### WHAT IS REQUIRED
Your answer should be the full set of records, printed exactly as they stand.

--------------------------------------------------

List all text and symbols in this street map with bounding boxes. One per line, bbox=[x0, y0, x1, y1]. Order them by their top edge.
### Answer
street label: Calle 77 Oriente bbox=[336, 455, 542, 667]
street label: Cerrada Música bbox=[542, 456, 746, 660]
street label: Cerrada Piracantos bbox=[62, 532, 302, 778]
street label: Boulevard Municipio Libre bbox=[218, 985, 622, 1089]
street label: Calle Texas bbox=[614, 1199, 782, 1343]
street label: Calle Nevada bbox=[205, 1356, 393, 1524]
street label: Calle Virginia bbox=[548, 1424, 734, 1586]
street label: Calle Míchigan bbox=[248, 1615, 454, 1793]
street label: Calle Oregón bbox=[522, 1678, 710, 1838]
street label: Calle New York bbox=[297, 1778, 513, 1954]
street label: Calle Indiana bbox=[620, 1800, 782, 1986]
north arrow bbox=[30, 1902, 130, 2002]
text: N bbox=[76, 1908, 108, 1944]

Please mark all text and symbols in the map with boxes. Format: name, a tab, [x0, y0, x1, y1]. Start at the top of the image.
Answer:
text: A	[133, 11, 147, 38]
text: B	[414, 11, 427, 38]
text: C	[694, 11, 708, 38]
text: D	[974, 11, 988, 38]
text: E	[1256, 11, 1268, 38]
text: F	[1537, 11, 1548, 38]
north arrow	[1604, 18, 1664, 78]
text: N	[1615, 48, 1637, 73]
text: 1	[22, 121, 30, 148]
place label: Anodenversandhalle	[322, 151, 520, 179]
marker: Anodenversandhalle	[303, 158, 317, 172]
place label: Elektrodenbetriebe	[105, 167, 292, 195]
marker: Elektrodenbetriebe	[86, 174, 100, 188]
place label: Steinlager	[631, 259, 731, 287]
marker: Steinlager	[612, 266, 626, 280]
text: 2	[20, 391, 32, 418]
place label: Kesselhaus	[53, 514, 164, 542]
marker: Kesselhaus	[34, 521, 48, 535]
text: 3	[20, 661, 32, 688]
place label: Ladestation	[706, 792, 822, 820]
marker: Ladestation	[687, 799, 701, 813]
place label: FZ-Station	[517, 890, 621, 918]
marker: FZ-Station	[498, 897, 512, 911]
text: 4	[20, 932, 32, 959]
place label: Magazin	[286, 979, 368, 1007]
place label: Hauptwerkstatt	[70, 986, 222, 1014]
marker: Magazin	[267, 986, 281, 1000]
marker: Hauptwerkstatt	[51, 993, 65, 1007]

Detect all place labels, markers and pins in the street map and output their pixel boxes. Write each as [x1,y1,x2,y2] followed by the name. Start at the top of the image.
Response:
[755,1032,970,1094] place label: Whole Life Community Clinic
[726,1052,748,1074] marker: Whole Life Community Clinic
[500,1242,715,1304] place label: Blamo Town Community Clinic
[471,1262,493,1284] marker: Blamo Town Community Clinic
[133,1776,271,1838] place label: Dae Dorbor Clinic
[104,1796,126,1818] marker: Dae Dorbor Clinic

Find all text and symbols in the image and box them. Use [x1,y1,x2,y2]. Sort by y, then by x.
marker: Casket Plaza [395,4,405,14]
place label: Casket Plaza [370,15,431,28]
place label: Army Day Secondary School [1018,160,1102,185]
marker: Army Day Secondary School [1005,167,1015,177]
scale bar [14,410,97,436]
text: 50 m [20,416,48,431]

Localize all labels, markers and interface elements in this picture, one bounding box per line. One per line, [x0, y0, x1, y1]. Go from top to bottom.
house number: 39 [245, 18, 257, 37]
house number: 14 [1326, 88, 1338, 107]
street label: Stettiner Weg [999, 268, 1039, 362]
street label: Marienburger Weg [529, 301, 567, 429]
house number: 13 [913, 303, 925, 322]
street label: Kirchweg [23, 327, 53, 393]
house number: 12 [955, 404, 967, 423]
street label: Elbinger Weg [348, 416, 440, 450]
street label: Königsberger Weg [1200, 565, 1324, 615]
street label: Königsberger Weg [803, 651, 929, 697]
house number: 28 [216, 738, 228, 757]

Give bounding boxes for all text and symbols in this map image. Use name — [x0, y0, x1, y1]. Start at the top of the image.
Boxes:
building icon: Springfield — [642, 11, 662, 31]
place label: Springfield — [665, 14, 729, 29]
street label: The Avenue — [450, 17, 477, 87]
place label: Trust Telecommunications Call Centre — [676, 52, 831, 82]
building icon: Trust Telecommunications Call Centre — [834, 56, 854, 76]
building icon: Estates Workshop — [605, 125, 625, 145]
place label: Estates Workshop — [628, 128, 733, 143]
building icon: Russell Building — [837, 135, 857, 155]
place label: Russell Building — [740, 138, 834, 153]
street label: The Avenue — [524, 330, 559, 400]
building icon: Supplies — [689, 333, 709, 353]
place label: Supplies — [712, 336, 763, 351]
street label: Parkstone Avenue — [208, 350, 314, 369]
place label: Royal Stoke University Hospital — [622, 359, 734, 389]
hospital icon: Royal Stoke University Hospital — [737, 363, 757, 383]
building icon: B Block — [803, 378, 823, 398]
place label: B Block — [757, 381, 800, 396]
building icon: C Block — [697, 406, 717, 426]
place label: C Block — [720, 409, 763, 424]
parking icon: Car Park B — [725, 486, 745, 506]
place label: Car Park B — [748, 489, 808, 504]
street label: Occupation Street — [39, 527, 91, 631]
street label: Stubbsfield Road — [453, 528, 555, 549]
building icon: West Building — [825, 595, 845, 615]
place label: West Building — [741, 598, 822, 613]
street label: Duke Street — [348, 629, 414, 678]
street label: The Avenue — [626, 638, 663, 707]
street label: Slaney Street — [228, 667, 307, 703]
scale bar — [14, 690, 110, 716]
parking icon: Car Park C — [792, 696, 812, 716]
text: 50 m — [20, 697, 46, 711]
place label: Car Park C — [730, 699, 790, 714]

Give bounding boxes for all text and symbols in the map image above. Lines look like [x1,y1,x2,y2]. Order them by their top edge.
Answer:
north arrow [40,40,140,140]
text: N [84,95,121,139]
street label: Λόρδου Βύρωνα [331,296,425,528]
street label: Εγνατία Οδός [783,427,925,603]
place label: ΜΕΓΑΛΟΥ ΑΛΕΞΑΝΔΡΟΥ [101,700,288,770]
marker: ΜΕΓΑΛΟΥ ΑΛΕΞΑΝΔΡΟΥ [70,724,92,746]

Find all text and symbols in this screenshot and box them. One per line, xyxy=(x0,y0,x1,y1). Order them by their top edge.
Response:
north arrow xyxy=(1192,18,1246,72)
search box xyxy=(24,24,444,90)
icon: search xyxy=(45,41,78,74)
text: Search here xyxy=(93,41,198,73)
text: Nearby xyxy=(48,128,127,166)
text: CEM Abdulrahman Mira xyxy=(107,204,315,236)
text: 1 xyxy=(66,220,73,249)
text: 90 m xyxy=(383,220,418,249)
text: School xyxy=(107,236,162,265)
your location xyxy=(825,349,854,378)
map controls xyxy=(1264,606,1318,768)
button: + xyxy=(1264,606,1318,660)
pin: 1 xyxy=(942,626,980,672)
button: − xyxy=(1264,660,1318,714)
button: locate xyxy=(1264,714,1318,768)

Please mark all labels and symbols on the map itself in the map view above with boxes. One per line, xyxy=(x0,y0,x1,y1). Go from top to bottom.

--------------------------------------------------

### SOLUTION FOR THIS TASK
List all text and symbols in this street map with bounding boxes. One per line, bbox=[x0, y0, x1, y1]. Order them by their top edge.
### Answer
street label: Calle 77 Oriente bbox=[336, 455, 542, 667]
street label: Cerrada Música bbox=[542, 456, 746, 660]
street label: Cerrada Piracantos bbox=[62, 532, 302, 778]
street label: Boulevard Municipio Libre bbox=[218, 985, 622, 1089]
street label: Calle Texas bbox=[614, 1199, 782, 1343]
street label: Calle Nevada bbox=[205, 1356, 393, 1524]
street label: Calle Virginia bbox=[548, 1424, 734, 1586]
street label: Calle Míchigan bbox=[248, 1615, 454, 1793]
street label: Calle Oregón bbox=[522, 1678, 710, 1838]
street label: Calle New York bbox=[297, 1778, 513, 1954]
street label: Calle Indiana bbox=[620, 1800, 782, 1986]
north arrow bbox=[30, 1902, 130, 2002]
text: N bbox=[76, 1908, 108, 1944]

Please mark all text and symbols in the map with boxes. Format: name, a tab, [x0, y0, x1, y1]. Start at the top of the image.
Answer:
text: A	[133, 11, 147, 38]
text: B	[414, 11, 427, 38]
text: C	[694, 11, 708, 38]
text: D	[974, 11, 988, 38]
text: E	[1256, 11, 1268, 38]
text: F	[1537, 11, 1548, 38]
north arrow	[1604, 18, 1664, 78]
text: N	[1615, 48, 1637, 73]
text: 1	[22, 121, 30, 148]
place label: Anodenversandhalle	[322, 151, 520, 179]
marker: Anodenversandhalle	[303, 158, 317, 172]
place label: Elektrodenbetriebe	[105, 167, 292, 195]
marker: Elektrodenbetriebe	[86, 174, 100, 188]
place label: Steinlager	[631, 259, 731, 287]
marker: Steinlager	[612, 266, 626, 280]
text: 2	[20, 391, 32, 418]
place label: Kesselhaus	[53, 514, 164, 542]
marker: Kesselhaus	[34, 521, 48, 535]
text: 3	[20, 661, 32, 688]
place label: Ladestation	[706, 792, 822, 820]
marker: Ladestation	[687, 799, 701, 813]
place label: FZ-Station	[517, 890, 621, 918]
marker: FZ-Station	[498, 897, 512, 911]
text: 4	[20, 932, 32, 959]
place label: Magazin	[286, 979, 368, 1007]
place label: Hauptwerkstatt	[70, 986, 222, 1014]
marker: Magazin	[267, 986, 281, 1000]
marker: Hauptwerkstatt	[51, 993, 65, 1007]

Detect all place labels, markers and pins in the street map and output their pixel boxes. Write each as [x1,y1,x2,y2] followed by the name. Start at the top of the image.
Response:
[755,1032,970,1094] place label: Whole Life Community Clinic
[726,1052,748,1074] marker: Whole Life Community Clinic
[500,1242,715,1304] place label: Blamo Town Community Clinic
[471,1262,493,1284] marker: Blamo Town Community Clinic
[133,1776,271,1838] place label: Dae Dorbor Clinic
[104,1796,126,1818] marker: Dae Dorbor Clinic

Find all text and symbols in the image and box them. Use [x1,y1,x2,y2]. Sort by y, then by x.
marker: Casket Plaza [395,4,405,14]
place label: Casket Plaza [370,15,431,28]
place label: Army Day Secondary School [1018,160,1102,185]
marker: Army Day Secondary School [1005,167,1015,177]
scale bar [14,410,97,436]
text: 50 m [20,416,48,431]

Localize all labels, markers and interface elements in this picture, one bounding box per line. One per line, [x0, y0, x1, y1]. Go from top to bottom.
house number: 39 [245, 18, 257, 37]
house number: 14 [1326, 88, 1338, 107]
street label: Stettiner Weg [999, 268, 1039, 362]
street label: Marienburger Weg [529, 301, 567, 429]
house number: 13 [913, 303, 925, 322]
street label: Kirchweg [23, 327, 53, 393]
house number: 12 [955, 404, 967, 423]
street label: Elbinger Weg [348, 416, 440, 450]
street label: Königsberger Weg [1200, 565, 1324, 615]
street label: Königsberger Weg [803, 651, 929, 697]
house number: 28 [216, 738, 228, 757]

Give bounding boxes for all text and symbols in this map image. Use name — [x0, y0, x1, y1]. Start at the top of the image.
Boxes:
building icon: Springfield — [642, 11, 662, 31]
place label: Springfield — [665, 14, 729, 29]
street label: The Avenue — [450, 17, 477, 87]
place label: Trust Telecommunications Call Centre — [676, 52, 831, 82]
building icon: Trust Telecommunications Call Centre — [834, 56, 854, 76]
building icon: Estates Workshop — [605, 125, 625, 145]
place label: Estates Workshop — [628, 128, 733, 143]
building icon: Russell Building — [837, 135, 857, 155]
place label: Russell Building — [740, 138, 834, 153]
street label: The Avenue — [524, 330, 559, 400]
building icon: Supplies — [689, 333, 709, 353]
place label: Supplies — [712, 336, 763, 351]
street label: Parkstone Avenue — [208, 350, 314, 369]
place label: Royal Stoke University Hospital — [622, 359, 734, 389]
hospital icon: Royal Stoke University Hospital — [737, 363, 757, 383]
building icon: B Block — [803, 378, 823, 398]
place label: B Block — [757, 381, 800, 396]
building icon: C Block — [697, 406, 717, 426]
place label: C Block — [720, 409, 763, 424]
parking icon: Car Park B — [725, 486, 745, 506]
place label: Car Park B — [748, 489, 808, 504]
street label: Occupation Street — [39, 527, 91, 631]
street label: Stubbsfield Road — [453, 528, 555, 549]
building icon: West Building — [825, 595, 845, 615]
place label: West Building — [741, 598, 822, 613]
street label: Duke Street — [348, 629, 414, 678]
street label: The Avenue — [626, 638, 663, 707]
street label: Slaney Street — [228, 667, 307, 703]
scale bar — [14, 690, 110, 716]
parking icon: Car Park C — [792, 696, 812, 716]
text: 50 m — [20, 697, 46, 711]
place label: Car Park C — [730, 699, 790, 714]

Give bounding boxes for all text and symbols in the map image above. Lines look like [x1,y1,x2,y2]. Order them by their top edge.
Answer:
north arrow [40,40,140,140]
text: N [84,95,121,139]
street label: Λόρδου Βύρωνα [331,296,425,528]
street label: Εγνατία Οδός [783,427,925,603]
place label: ΜΕΓΑΛΟΥ ΑΛΕΞΑΝΔΡΟΥ [101,700,288,770]
marker: ΜΕΓΑΛΟΥ ΑΛΕΞΑΝΔΡΟΥ [70,724,92,746]

Find all text and symbols in this screenshot and box them. One per line, xyxy=(x0,y0,x1,y1). Order them by their top edge.
Response:
north arrow xyxy=(1192,18,1246,72)
search box xyxy=(24,24,444,90)
icon: search xyxy=(45,41,78,74)
text: Search here xyxy=(93,41,198,73)
text: Nearby xyxy=(48,128,127,166)
text: CEM Abdulrahman Mira xyxy=(107,204,315,236)
text: 1 xyxy=(66,220,73,249)
text: 90 m xyxy=(383,220,418,249)
text: School xyxy=(107,236,162,265)
your location xyxy=(825,349,854,378)
map controls xyxy=(1264,606,1318,768)
button: + xyxy=(1264,606,1318,660)
pin: 1 xyxy=(942,626,980,672)
button: − xyxy=(1264,660,1318,714)
button: locate xyxy=(1264,714,1318,768)

Please mark all labels and symbols on the map itself in the map view above with boxes. One per line, xyxy=(x0,y0,x1,y1). Go from top to bottom.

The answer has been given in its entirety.